The Man on the Ceiling
Two interwoven memoirs of love, loss, and family with a haunted, frightening edge.
"The kind of... story that reminds you what fiction is capable of being, of doing, of making, for the reader and for the author." – Neil Gaiman on the original novella.
In 2000, American Fantasy Press published an unassuming chapbook titled The Man on the Ceiling. Inside was a dark-and-light, surreal, discomfiting and redemptive story of the horrors and joys that can befall a family. It was so powerful that it won the Bram Stoker Award, International Horror Guild Award, and World Fantasy Award – the only work ever to win all three. Now, Melanie Tem and Steve Rasnic Tem have reimagined the story, expanding on the ideas to create a compelling work that examines how people find a family, how they hold a family together despite incomprehensible tragedy, and how they find love.

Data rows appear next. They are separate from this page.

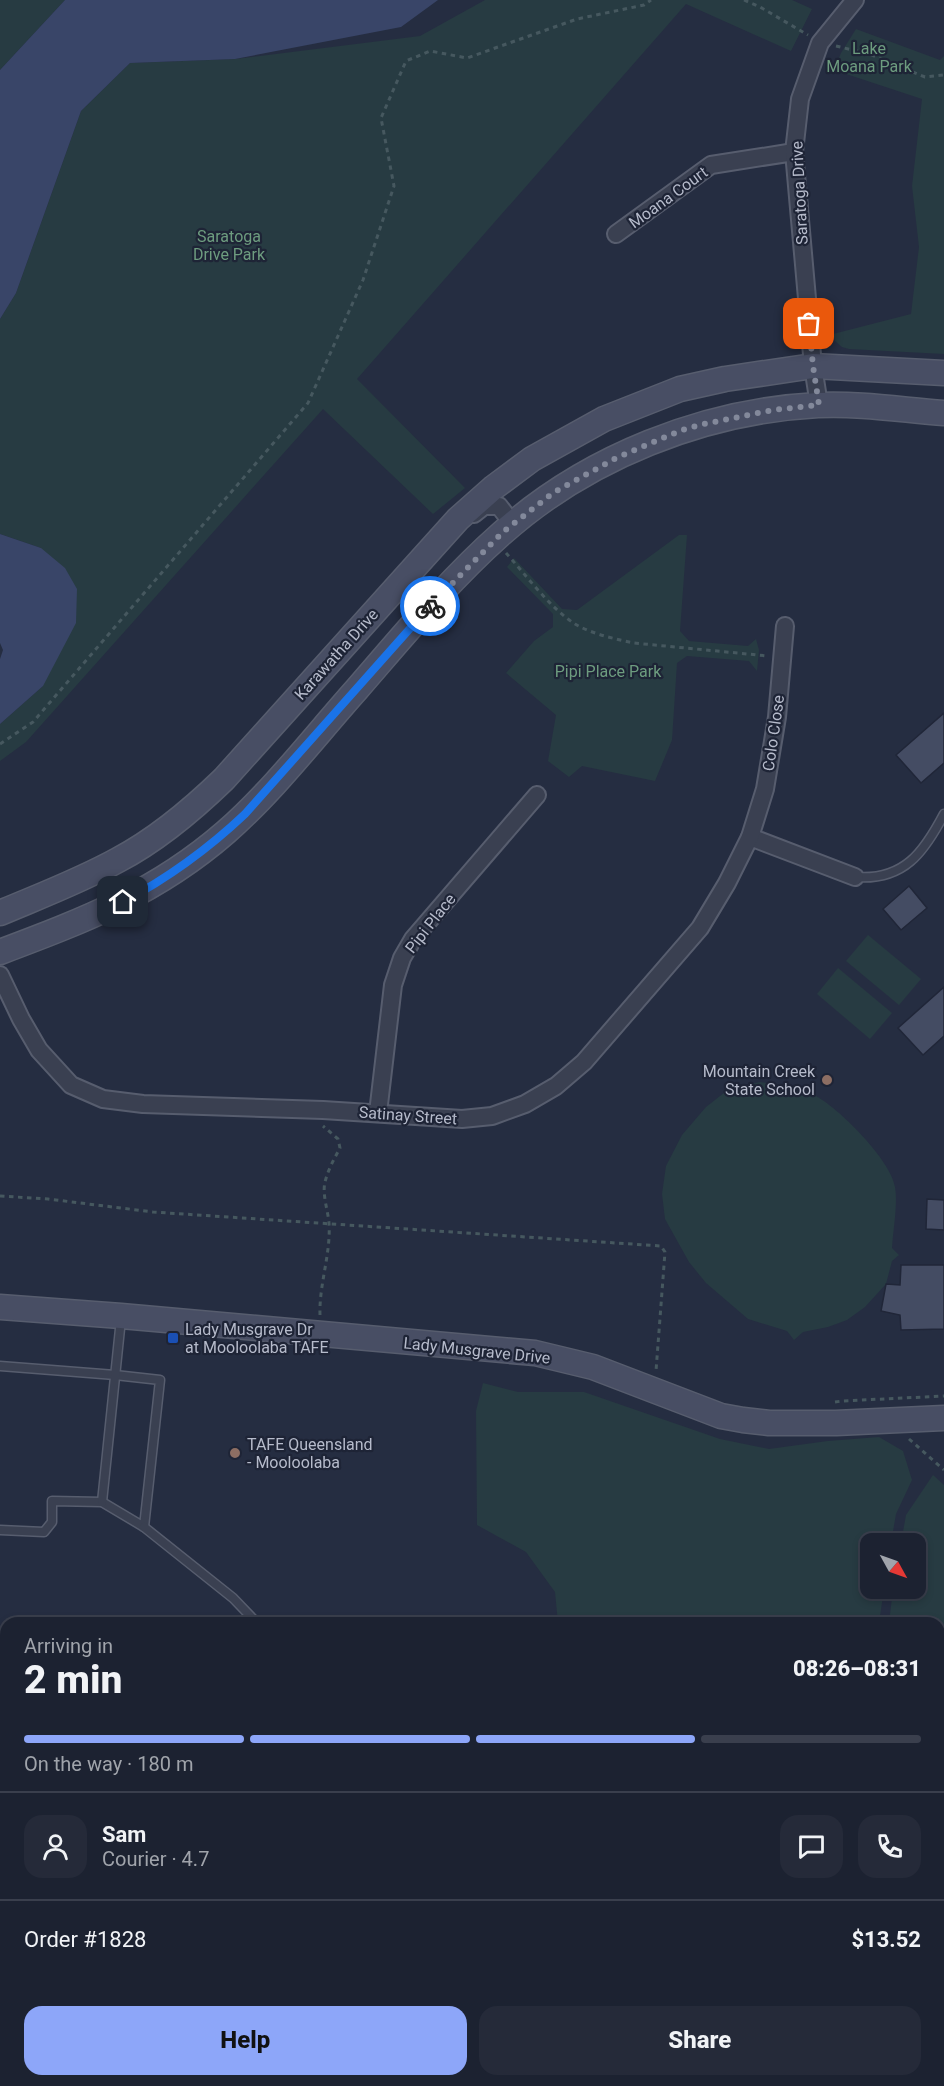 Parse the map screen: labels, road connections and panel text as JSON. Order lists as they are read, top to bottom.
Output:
{
  "streets": {
    "main road": ["Karawatha Drive", "Lady Musgrave Drive"],
    "street": [
      "Saratoga Drive",
      "Moana Court",
      "Colo Close",
      "Pipi Place",
      "Satinay Street"
    ]
  },
  "crossings": [
    ["Saratoga Drive", "Moana Court"],
    ["Saratoga Drive", "Karawatha Drive"],
    ["Colo Close", "Satinay Street"],
    ["Pipi Place", "Satinay Street"]
  ],
  "parks": ["Lake Moana Park", "Saratoga Drive Park", "Pipi Place Park"],
  "places": {
    "other": ["Mountain Creek State School", "TAFE Queensland - Mooloolaba"],
    "transit": ["Lady Musgrave Dr at Mooloolaba TAFE"]
  },
  "north": "bottom right",
  "page": {
    "heading": ["2 min", "Arriving in", "08:26–08:31"],
    "panel": [
      "Sam",
      "Courier · 4.7",
      "Order #1828",
      "$13.52"
    ],
    "bar": "On the way · 180 m",
    "buttons": ["Help", "Share"]
  }
} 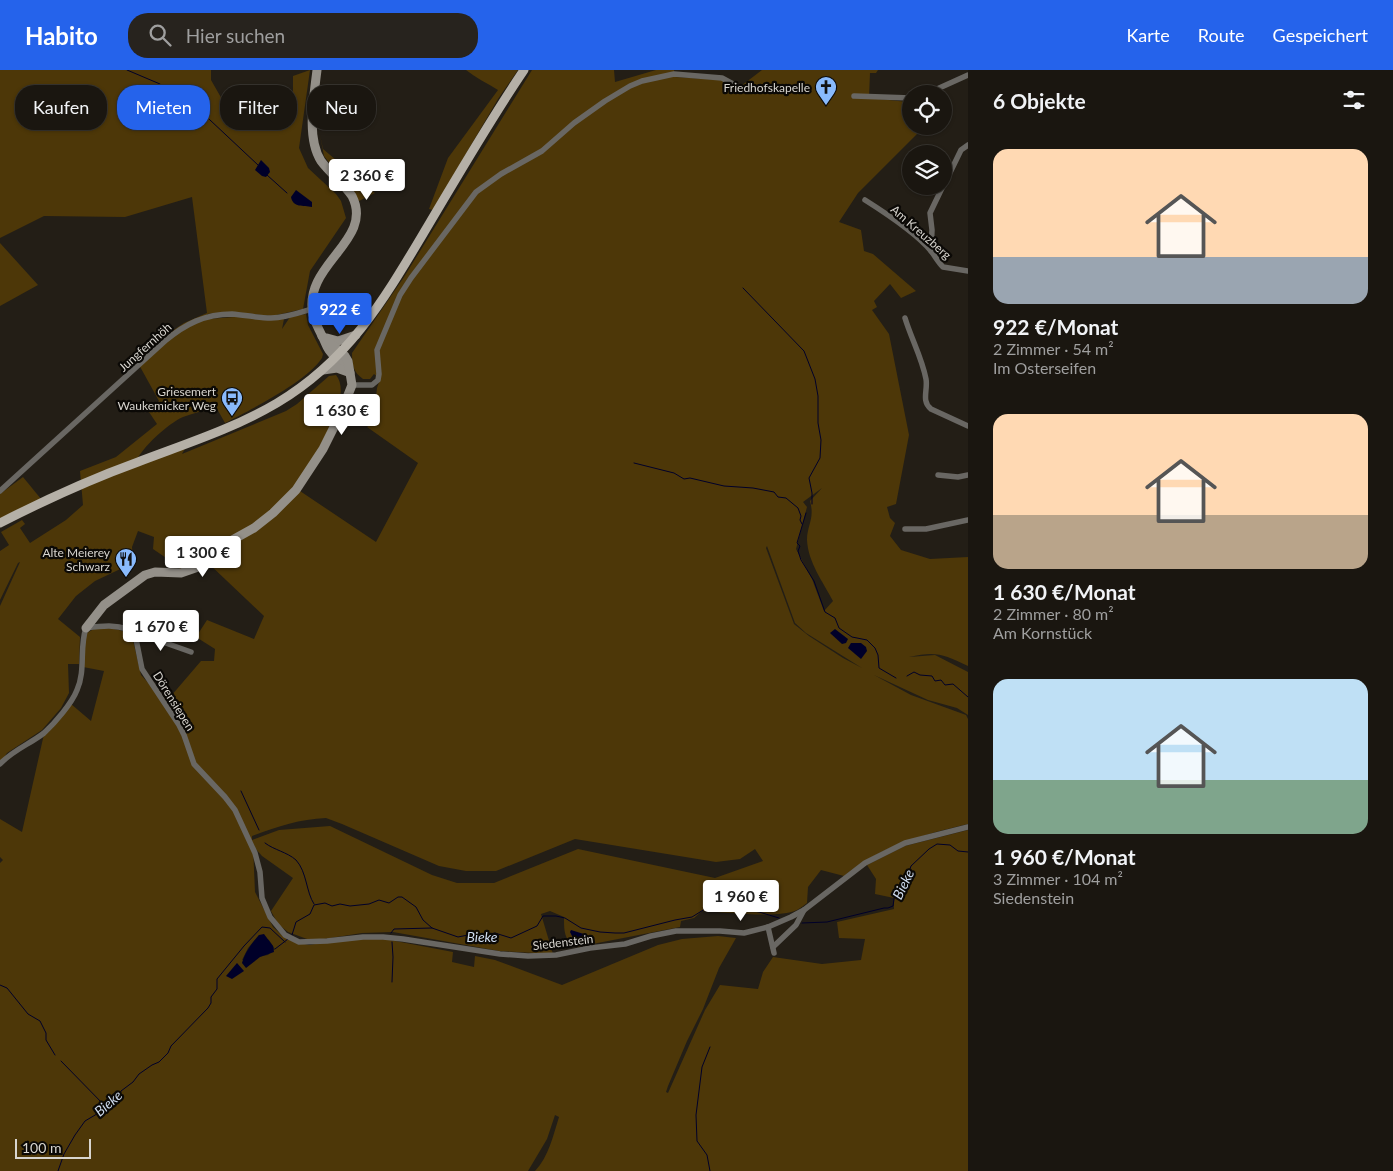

Loosely autobiographical, The Man on the Ceiling has the feel of a family portrait painted by Salvador Dali, where story and reality blend to find the one thing that neither can offer alone: truth.
Melanie Tem
Melanie Tem (1949-2015) was an American horror and dark fantasy author.
Melanie Kubachko grew up in Saegertown, Pennsylvania. She attended Allegheny College as an undergrad, and earned her master’s in social work at the University of Denver in Colorado.
She married Steve Rasnic and the couple took the joint surname Tem. She developed breast cancer in 1997. In 2013, it recurred, and metastasized to her bones, bone marrow, and organs. She died at age 65 on February 9, 2015. She is survived by her husband, Steve Rasnic Tem, four children and six grandchildren.